La barahúnda formada alrededor del nombramiento de Mons. Munilla como obispo de San Sebastián se explica por razones de muy varia índole. La explicación más corriente e inmediata es la versión política, pues ya se sabe que la política es lo verdaderamente importante para nuestro mundo. En sentido negativo, es ciertamente la política lo más importante, pues el Estado moderno se ha convertido en el mayor enemigo del hombre. También, en sentido positivo, porque el anhelo del hombre actual que desea lo máximo se cumple propia y definitivamente en el logro del poder político, directo o indirecto. No sólo para el nacionalismo la política es lo primero; también para los internacionalistas. Ambos modos de ver la vida, en la medida en que derivan por igual del secularismo, hacen de la política religión. No hay objeto de culto más elevado que la Humanidad o, mejor, que uno mismo en la cumbre de la Humanidad, aunque ello se justifique por el bien mismo de ella. Como para Comte, o para Marx.
Aunque pueda parecer increíble por inverosímil, hay asuntos más básicos y profundos implicados en este episodio. Fuera quizás demasiado esquemático hablar a este respecto de buenos y malos. En esto casi siempre en la práctica las fronteras son variables y porosas. No obstante, no deja de ser cierto que la reacción contraria al nuevo obispo es injusta, rotundamente injusta. Y ello no sólo porque apela a razones jurídicas inadmisibles sobre el derecho de los fieles a la elección de su pastor, sino sobre todo, y principalmente, porque quienes se enfrentan con Mons. Munilla lo hacen desde posiciones anticristianas.
En lenguaje que se ha hecho frecuente, pero que es engañoso, puede decirse que hay implicado en este asunto un enfrentamiento entre progresismo y conservadurismo. Co-mo en tantas ocasiones, pero es preciso añadir enseguida algunas observaciones al respecto. Habrá que insistir en que esta división no es primeramente política, sino doctrinal y pastoral. El progresismo es ese humo de Satanás que se introdujo por las rendijas de la Iglesia a mediados del siglo XX. Es en la Iglesia la quinta columna del secularismo. El nombre de conservadurismo es feo, pero ha quedado, como mero contradistinto del progresismo, como apelativo del intento de permanecer en la fidelidad al cristianismo y al Magisterio perenne de la Iglesia. Extraviados entre politizaciones pueriles, puede perderse de vista que el problema, el verdadero problema, el único problema importante, es el del secularismo.
Nuestro mundo se nos muere lejos de Dios. Vivir en este recién comenzado siglo XXI es todo un drama. Se nos echan encima no sólo los horrores de los siglos pasados, sino también y sobre todo nuestra desesperanza, nuestra desazón, nuestro vacío, nuestra triste resignación a vivir chapoteando en la nada. ¿Qué más da? Tan mortecina es nuestra vida, tan falta de aliento y energía, tan débil y desgraciada, que si no llega un enérgico empujón, un imperativo «¡Levántate, y anda!», posiblemente no habrá mañana.
Hay la necesidad de un rotundo borrón y cuenta nueva, al mismo tiempo que las fauces del secularismo continúan triturando la fe. Todos los virus, todos los males, dentro y fuera de la Iglesia, desde la envidia hasta el resentimiento, pasando por la lujuria facilona, la fatuidad grosera y el egoísmo vulgar. Occidente se muere en medio de su opulencia y de su suficiencia altiva. El orgullo de la Gran Babilonia, como una vieja dama enjoyada y sensual que agoniza con relamida elegancia.

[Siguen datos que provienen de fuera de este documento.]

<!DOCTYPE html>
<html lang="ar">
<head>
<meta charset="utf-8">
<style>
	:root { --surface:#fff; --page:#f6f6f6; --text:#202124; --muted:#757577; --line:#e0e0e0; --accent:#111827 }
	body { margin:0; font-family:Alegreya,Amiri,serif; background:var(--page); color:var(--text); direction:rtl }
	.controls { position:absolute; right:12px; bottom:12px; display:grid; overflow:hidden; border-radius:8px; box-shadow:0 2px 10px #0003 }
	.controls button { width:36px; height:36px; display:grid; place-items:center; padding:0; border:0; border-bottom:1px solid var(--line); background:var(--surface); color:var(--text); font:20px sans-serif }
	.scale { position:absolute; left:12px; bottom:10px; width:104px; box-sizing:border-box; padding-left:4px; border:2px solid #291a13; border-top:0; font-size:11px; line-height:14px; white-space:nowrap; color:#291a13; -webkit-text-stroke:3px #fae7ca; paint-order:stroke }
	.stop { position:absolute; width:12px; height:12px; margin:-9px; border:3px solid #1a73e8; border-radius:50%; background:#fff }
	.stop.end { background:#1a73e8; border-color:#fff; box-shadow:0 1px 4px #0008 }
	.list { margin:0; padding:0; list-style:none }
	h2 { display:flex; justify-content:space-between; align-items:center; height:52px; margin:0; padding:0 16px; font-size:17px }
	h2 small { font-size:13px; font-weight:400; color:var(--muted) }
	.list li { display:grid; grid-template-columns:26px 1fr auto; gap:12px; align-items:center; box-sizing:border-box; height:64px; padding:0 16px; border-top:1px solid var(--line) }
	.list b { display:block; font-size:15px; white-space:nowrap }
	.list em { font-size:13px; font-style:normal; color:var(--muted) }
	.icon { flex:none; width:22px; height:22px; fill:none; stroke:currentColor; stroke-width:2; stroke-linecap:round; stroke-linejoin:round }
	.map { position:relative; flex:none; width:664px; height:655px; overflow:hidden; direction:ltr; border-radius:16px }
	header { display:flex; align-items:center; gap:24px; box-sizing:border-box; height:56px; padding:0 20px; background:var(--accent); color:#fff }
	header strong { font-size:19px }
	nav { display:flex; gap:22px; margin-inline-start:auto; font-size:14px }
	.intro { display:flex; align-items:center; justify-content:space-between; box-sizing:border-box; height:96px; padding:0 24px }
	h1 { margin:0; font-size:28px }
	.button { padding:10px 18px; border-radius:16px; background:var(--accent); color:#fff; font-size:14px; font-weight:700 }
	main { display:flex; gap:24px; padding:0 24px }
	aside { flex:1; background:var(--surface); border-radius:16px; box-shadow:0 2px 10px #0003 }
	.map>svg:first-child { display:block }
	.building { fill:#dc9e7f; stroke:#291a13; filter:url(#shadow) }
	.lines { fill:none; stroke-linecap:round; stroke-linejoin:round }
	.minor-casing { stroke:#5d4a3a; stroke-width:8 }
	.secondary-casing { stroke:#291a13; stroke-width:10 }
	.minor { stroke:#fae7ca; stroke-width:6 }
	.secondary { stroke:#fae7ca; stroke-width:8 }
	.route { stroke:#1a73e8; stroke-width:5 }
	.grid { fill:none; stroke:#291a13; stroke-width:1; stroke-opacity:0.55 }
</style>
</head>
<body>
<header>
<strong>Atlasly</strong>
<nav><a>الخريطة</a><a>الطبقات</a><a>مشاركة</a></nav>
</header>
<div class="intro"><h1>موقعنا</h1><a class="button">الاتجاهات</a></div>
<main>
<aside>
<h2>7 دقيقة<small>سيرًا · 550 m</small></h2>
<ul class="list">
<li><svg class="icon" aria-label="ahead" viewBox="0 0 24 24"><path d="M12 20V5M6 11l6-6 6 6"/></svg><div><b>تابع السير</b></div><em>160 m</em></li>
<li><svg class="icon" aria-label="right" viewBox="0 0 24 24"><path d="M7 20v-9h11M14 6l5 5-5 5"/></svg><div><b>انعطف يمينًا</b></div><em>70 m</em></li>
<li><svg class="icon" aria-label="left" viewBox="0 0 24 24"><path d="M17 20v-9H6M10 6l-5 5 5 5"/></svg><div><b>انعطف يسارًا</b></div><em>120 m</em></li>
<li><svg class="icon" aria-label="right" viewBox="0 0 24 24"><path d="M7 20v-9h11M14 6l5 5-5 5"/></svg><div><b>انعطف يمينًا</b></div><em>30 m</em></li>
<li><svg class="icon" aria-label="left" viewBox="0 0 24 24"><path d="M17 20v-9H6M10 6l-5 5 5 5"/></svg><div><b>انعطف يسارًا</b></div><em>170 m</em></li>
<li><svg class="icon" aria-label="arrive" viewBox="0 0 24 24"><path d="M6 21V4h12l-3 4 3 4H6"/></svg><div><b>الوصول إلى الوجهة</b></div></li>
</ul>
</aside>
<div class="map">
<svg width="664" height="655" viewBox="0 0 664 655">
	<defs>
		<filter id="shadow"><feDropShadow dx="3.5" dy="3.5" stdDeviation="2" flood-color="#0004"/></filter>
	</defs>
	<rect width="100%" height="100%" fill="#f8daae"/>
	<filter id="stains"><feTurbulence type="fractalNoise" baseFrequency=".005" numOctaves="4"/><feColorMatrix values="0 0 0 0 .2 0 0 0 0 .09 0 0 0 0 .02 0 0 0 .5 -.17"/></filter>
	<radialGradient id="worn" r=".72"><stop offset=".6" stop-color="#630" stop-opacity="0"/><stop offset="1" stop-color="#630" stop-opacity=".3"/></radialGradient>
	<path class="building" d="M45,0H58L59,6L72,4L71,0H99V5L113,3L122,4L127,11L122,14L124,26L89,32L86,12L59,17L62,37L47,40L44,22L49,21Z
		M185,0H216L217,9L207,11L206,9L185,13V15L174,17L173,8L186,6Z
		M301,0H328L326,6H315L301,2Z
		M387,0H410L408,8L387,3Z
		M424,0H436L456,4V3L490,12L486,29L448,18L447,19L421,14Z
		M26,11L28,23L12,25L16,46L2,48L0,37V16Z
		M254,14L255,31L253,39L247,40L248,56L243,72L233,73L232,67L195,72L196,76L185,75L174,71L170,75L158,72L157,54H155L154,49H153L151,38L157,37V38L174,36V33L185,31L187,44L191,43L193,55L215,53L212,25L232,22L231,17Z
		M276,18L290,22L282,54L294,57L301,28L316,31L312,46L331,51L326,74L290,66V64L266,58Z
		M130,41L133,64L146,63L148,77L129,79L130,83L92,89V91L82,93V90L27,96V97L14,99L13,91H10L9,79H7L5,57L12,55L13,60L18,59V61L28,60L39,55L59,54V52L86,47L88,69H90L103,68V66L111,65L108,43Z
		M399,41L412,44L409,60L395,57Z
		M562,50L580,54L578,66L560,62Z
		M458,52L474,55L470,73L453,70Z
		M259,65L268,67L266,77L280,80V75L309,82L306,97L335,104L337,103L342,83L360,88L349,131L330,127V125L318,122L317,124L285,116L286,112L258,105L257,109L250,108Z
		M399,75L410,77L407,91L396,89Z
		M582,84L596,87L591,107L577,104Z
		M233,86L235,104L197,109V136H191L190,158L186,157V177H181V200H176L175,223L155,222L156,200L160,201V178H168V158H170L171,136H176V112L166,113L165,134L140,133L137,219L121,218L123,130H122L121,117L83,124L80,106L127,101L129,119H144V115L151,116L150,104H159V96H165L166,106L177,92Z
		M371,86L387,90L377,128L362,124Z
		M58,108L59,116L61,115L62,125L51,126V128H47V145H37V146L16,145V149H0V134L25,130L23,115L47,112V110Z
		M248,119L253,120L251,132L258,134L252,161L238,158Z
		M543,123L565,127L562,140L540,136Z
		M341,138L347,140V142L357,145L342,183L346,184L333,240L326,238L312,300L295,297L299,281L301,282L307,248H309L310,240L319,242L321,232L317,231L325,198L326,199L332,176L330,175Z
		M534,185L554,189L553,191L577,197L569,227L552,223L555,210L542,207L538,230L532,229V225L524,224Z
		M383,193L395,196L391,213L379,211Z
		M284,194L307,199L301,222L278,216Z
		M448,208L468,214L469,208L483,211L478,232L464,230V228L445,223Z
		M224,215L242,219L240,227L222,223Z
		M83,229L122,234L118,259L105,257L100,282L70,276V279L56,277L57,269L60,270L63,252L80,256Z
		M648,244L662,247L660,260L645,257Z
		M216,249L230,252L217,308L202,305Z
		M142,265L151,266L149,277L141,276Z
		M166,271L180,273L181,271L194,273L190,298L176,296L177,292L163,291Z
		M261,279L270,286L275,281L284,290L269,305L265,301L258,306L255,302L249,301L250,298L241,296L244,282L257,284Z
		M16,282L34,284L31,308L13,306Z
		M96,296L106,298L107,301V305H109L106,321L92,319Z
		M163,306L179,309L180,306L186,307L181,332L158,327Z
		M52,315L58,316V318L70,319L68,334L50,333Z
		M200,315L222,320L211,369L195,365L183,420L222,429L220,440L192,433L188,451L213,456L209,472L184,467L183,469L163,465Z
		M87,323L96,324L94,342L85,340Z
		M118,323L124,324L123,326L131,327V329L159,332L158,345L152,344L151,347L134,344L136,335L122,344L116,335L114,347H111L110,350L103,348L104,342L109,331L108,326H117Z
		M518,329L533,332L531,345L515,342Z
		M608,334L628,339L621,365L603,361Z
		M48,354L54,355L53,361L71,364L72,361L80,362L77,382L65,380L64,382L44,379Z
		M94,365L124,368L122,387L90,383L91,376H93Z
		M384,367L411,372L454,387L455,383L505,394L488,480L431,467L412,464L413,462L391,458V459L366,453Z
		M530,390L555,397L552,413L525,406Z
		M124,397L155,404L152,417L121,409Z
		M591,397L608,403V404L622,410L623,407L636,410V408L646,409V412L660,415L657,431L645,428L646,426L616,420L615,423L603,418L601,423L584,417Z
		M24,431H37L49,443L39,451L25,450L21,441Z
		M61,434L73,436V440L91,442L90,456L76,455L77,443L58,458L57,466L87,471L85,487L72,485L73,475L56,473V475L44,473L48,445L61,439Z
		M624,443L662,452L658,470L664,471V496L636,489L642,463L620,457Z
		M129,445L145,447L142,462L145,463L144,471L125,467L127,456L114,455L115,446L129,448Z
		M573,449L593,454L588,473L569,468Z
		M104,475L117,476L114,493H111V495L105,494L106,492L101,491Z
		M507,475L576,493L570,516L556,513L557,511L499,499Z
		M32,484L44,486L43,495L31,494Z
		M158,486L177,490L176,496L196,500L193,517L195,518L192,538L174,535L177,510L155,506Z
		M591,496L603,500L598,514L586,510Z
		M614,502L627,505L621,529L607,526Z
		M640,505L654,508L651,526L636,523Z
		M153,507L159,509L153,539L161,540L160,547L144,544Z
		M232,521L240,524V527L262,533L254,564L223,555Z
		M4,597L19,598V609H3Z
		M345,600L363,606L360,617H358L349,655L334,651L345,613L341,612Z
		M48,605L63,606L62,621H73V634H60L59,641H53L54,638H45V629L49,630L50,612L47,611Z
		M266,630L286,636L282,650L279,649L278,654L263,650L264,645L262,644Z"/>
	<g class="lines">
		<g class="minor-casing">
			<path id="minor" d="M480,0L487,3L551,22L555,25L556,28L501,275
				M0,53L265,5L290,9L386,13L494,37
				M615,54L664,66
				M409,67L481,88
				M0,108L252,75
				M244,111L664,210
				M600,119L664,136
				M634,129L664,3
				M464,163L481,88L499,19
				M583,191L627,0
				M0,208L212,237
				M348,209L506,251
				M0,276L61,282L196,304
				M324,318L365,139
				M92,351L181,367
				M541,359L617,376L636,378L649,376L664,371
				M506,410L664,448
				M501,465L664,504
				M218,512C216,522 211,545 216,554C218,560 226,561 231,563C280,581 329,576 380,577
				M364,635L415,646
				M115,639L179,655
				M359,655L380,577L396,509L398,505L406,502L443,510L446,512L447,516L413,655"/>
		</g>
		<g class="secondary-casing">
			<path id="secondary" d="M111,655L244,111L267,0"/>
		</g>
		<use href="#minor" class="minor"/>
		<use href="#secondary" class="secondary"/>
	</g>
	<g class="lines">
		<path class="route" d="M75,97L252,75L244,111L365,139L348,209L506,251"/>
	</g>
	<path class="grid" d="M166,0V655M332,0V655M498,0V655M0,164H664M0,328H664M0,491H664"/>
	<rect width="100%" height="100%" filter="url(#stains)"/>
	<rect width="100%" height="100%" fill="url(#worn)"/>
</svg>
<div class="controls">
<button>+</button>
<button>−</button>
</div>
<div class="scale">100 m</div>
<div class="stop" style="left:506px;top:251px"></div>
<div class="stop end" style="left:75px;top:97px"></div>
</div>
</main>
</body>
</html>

Todo, por huir de la Cruz. La gran cuestión es, como lo era ayer y como lo será siempre, la del enfrentamiento entre las dos Ciudades. No es posible la paz, no es posible el com-promiso. El enemigo ha desplegado una nueva treta: ha puesto la añagaza del diálogo y la negociación, y el Mundo ha caído en la trampa. Buena parte del ejército de la Ciudad de Dios se ha pasado, con armas y bagajes, al enemigo. En vez de defenderse con uñas y dientes, como una virgen defiende su honor, ha consentido en posiciones esenciales. El resultado está a la vista: una amplia y creciente apostasía.
Ladra el progresismo ante la posibilidad de que el nuevo obispo de San Sebastián tenga lucidez y fuerza para poner a la vista los males y combatirlos con la suave energía del Evangelio. Por ejemplo, que se le ocurra decir que hay que rezar, portarse bien, confesarse, ir a Misa, no robar, no hacerse ligaduras de trompas, y cosas así.